Work request »
Transcribe every entry word for word, but skip the images.

Data for this task »
- - - -

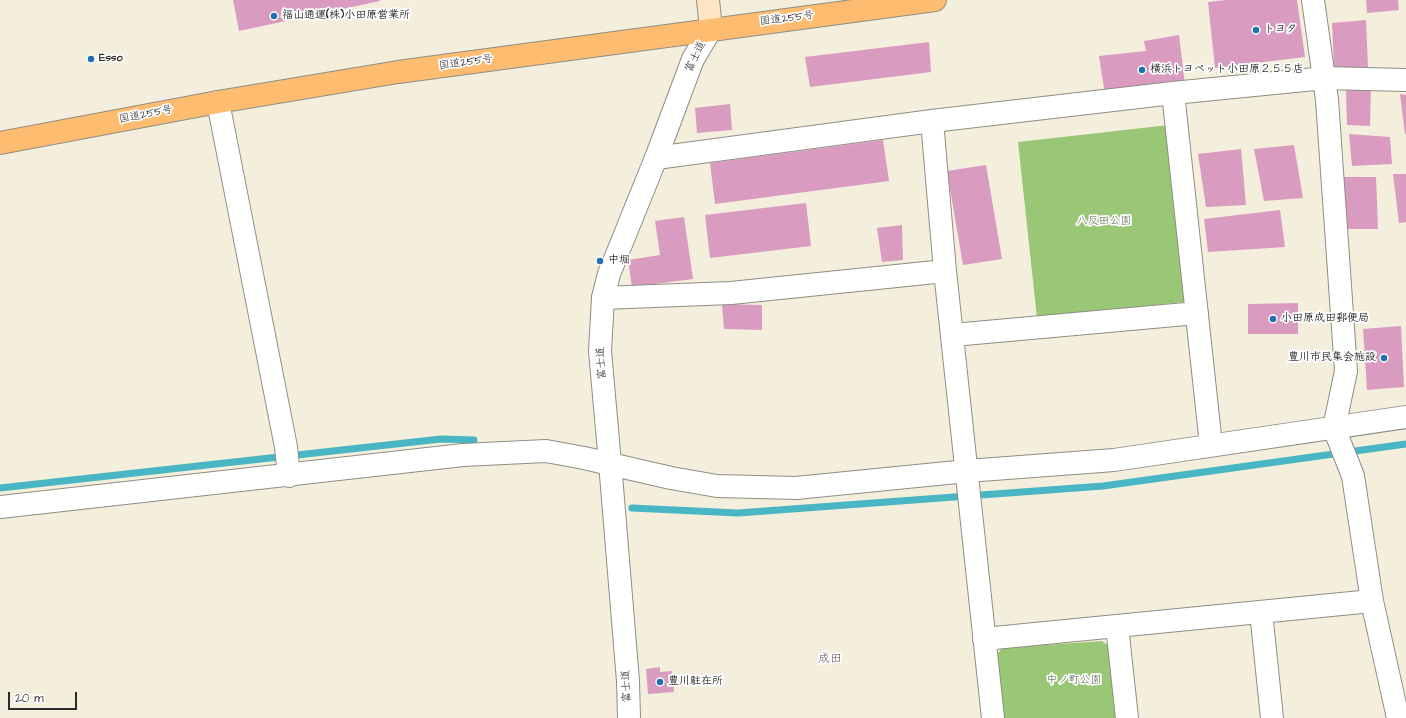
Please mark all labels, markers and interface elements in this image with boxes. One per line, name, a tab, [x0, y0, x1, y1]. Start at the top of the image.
place label: 福山通運(株)小田原営業所	[282, 9, 410, 23]
street label: 国道255号	[759, 9, 815, 29]
marker: 福山通運(株)小田原営業所	[269, 11, 279, 21]
place label: トヨタ	[1264, 23, 1297, 37]
marker: トヨタ	[1251, 25, 1261, 35]
street label: 富士道	[683, 39, 709, 75]
place label: Esso	[99, 52, 123, 66]
street label: 国道255号	[438, 53, 494, 73]
marker: Esso	[86, 54, 96, 64]
place label: 横浜トヨペット小田原２５５店	[1150, 63, 1304, 77]
marker: 横浜トヨペット小田原２５５店	[1137, 65, 1147, 75]
street label: 国道255号	[118, 103, 174, 127]
park label: 八反田公園	[1077, 215, 1131, 229]
place label: 中堀	[608, 254, 630, 268]
marker: 中堀	[595, 256, 605, 266]
place label: 小田原成田郵便局	[1281, 312, 1369, 326]
marker: 小田原成田郵便局	[1268, 314, 1278, 324]
street label: 富士道	[595, 346, 609, 380]
place label: 豊川市民集会施設	[1288, 351, 1376, 365]
marker: 豊川市民集会施設	[1379, 353, 1389, 363]
district label: 成田	[818, 652, 842, 666]
street label: 富士道	[620, 669, 634, 703]
park label: 中ノ町公園	[1047, 674, 1101, 688]
place label: 豊川駐在所	[668, 675, 723, 689]
marker: 豊川駐在所	[655, 677, 665, 687]
scale bar	[10, 684, 79, 710]
text: 20 m	[15, 690, 44, 707]

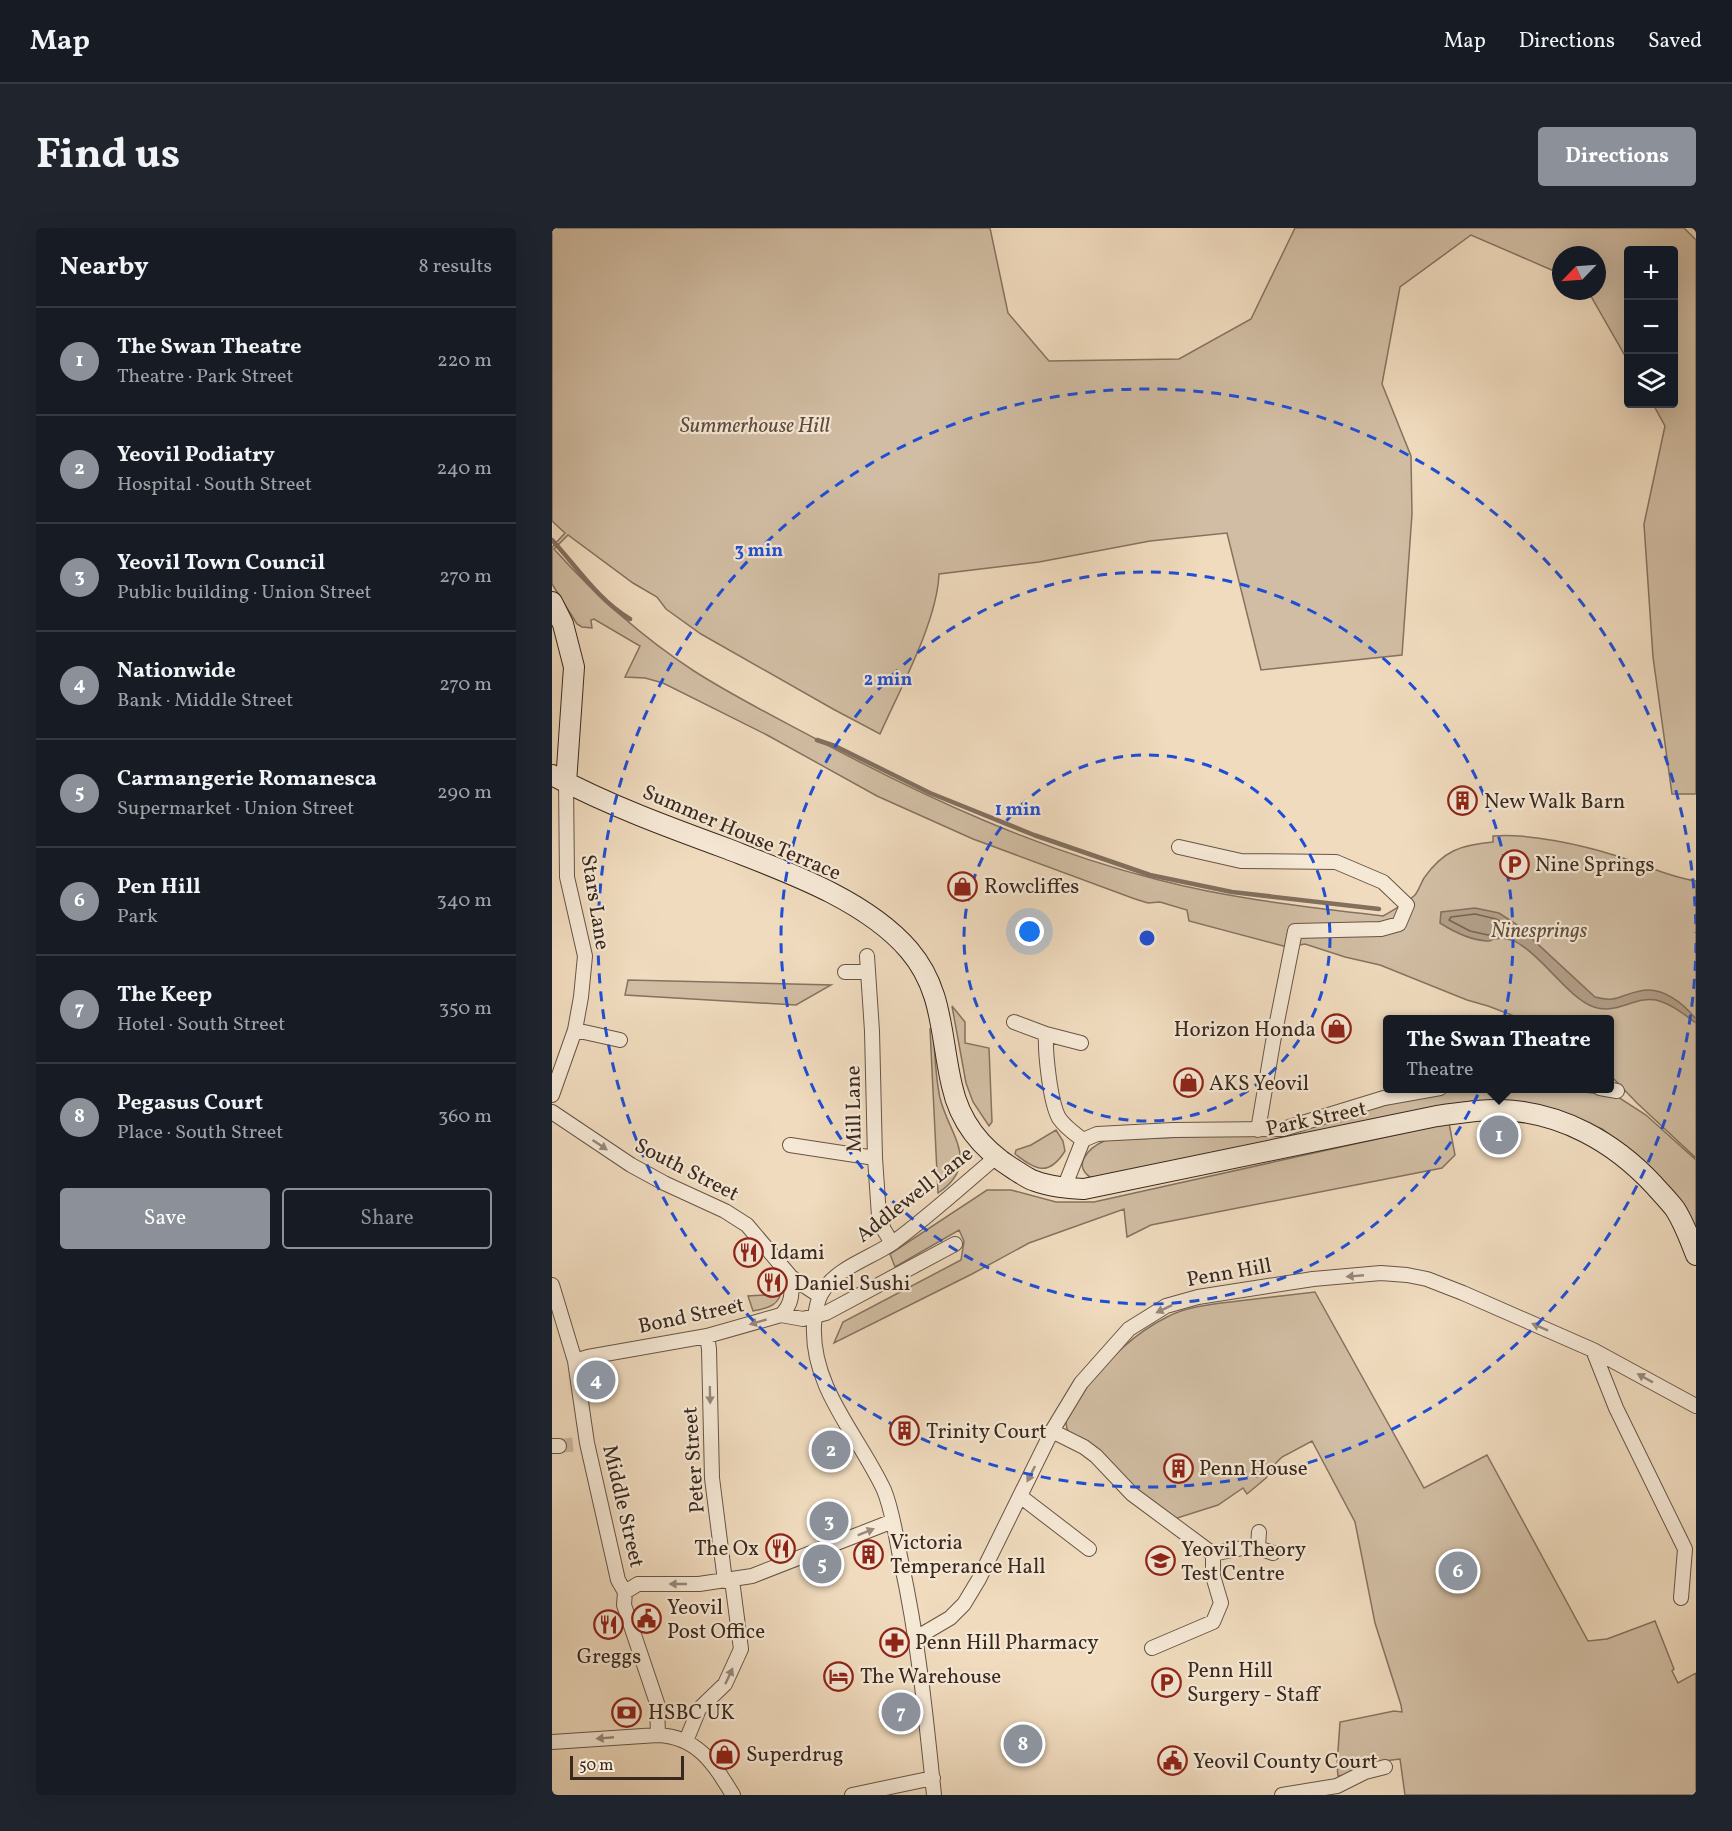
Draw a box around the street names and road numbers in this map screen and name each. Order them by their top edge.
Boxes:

- - - -

Solution below »
Please mark all labels, markers and interface elements in this image with boxes. One per line, name, a tab, [x0, y0, x1, y1]. Start at the top of the image.
place label: 福山通運(株)小田原営業所	[282, 9, 410, 23]
street label: 国道255号	[759, 9, 815, 29]
marker: 福山通運(株)小田原営業所	[269, 11, 279, 21]
place label: トヨタ	[1264, 23, 1297, 37]
marker: トヨタ	[1251, 25, 1261, 35]
street label: 富士道	[683, 39, 709, 75]
place label: Esso	[99, 52, 123, 66]
street label: 国道255号	[438, 53, 494, 73]
marker: Esso	[86, 54, 96, 64]
place label: 横浜トヨペット小田原２５５店	[1150, 63, 1304, 77]
marker: 横浜トヨペット小田原２５５店	[1137, 65, 1147, 75]
street label: 国道255号	[118, 103, 174, 127]
park label: 八反田公園	[1077, 215, 1131, 229]
place label: 中堀	[608, 254, 630, 268]
marker: 中堀	[595, 256, 605, 266]
place label: 小田原成田郵便局	[1281, 312, 1369, 326]
marker: 小田原成田郵便局	[1268, 314, 1278, 324]
street label: 富士道	[595, 346, 609, 380]
place label: 豊川市民集会施設	[1288, 351, 1376, 365]
marker: 豊川市民集会施設	[1379, 353, 1389, 363]
district label: 成田	[818, 652, 842, 666]
street label: 富士道	[620, 669, 634, 703]
park label: 中ノ町公園	[1047, 674, 1101, 688]
place label: 豊川駐在所	[668, 675, 723, 689]
marker: 豊川駐在所	[655, 677, 665, 687]
scale bar	[10, 684, 79, 710]
text: 20 m	[15, 690, 44, 707]

Draw a box around the street names and road numbers in this map screen and name each. Order them by their top edge.
Boxes:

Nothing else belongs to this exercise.